Our second full day in Barcelona was on a Sunday. All shops are closed on Sundays in Barcelona and many restaurants, cafes, and bars close their doors on either Sunday or Monday (or they have reduced hours on one of those days). If you want to make plans on those days, be sure to always check ahead to make sure they’re open.
When we awoke that Sunday, the streets were empty and it was overcast and drizzly. If we lived there, we likely would’ve holed up in our home all day but since we only had a few days in this city, we decided to make the best of it. We got up, got dressed and walked to Gopal to have our cafe con leche and donuts.
The only problem was that Gopal was closed. Being that it was Sunday, they weren’t opening for another couple of hours. Since we were in George Orwell plaza, we decided to check out the vegetarian restaurant just two doors down that I had been to almost every time I’d ever been to Barcelona.
C/ Escudellers, 54, 08002 Barcelona • Ph. +34 933 173331
Vegetalia is a vegetarian restaurant that has some vegan options. They also have their own line of vegan milks (rice, soy, almond, etc.) and a number of their own vegan and vegetarian products that can be found in stores throughout the city.

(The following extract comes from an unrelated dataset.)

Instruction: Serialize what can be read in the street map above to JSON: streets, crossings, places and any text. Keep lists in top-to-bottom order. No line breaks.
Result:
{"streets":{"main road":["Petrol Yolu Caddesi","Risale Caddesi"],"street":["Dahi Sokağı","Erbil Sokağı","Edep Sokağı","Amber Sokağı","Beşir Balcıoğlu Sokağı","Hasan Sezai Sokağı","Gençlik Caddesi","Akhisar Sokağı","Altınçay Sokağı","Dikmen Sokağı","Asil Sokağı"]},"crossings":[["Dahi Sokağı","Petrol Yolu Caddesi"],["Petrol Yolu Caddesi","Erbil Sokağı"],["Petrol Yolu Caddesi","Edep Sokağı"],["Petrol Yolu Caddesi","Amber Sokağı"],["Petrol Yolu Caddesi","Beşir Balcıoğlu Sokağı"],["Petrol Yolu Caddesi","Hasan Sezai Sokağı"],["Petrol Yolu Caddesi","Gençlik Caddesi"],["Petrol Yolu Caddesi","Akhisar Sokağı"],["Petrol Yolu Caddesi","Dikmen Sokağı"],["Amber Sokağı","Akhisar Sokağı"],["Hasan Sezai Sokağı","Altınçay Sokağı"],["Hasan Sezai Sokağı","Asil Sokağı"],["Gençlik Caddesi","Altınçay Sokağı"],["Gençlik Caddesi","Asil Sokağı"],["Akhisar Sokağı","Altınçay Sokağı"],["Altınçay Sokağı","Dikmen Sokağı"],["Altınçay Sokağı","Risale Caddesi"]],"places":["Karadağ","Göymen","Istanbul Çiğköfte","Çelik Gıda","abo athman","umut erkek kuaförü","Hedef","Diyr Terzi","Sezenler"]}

When we walked in, the workers there seemed surprised to see us. I guess customers on a Sunday around noon is unusual. They immediately offered us the english menu (the fact that we were even there at that time probably told them we were not from around those parts) and we perused their breakfast options. There were directly vegan options but we asked if we could have just toast and jam (part of one menu item) and a breakfast pastry (in their dessert case at the bar) to go with our almond milk café con leches. They seemed confused at first but were more than willing to oblige.
The pastry was a little on the sweet side for me but it was good nonetheless. The toast and jam was just that. There was nothing extraordinary about the meal, but it was good. When we finished eating, rain had just begun to pour so we decided to stay for a bit longer. We each had another café con leche and once we had finished the rain had let up. We decided to spend the day exploring the Gothic Quarter and El Raval neighborhoods (both on either side of La Rambla). Even though only a few tourist shops were open, we still enjoyed the architecture and the atmosphere of this amazing part of town.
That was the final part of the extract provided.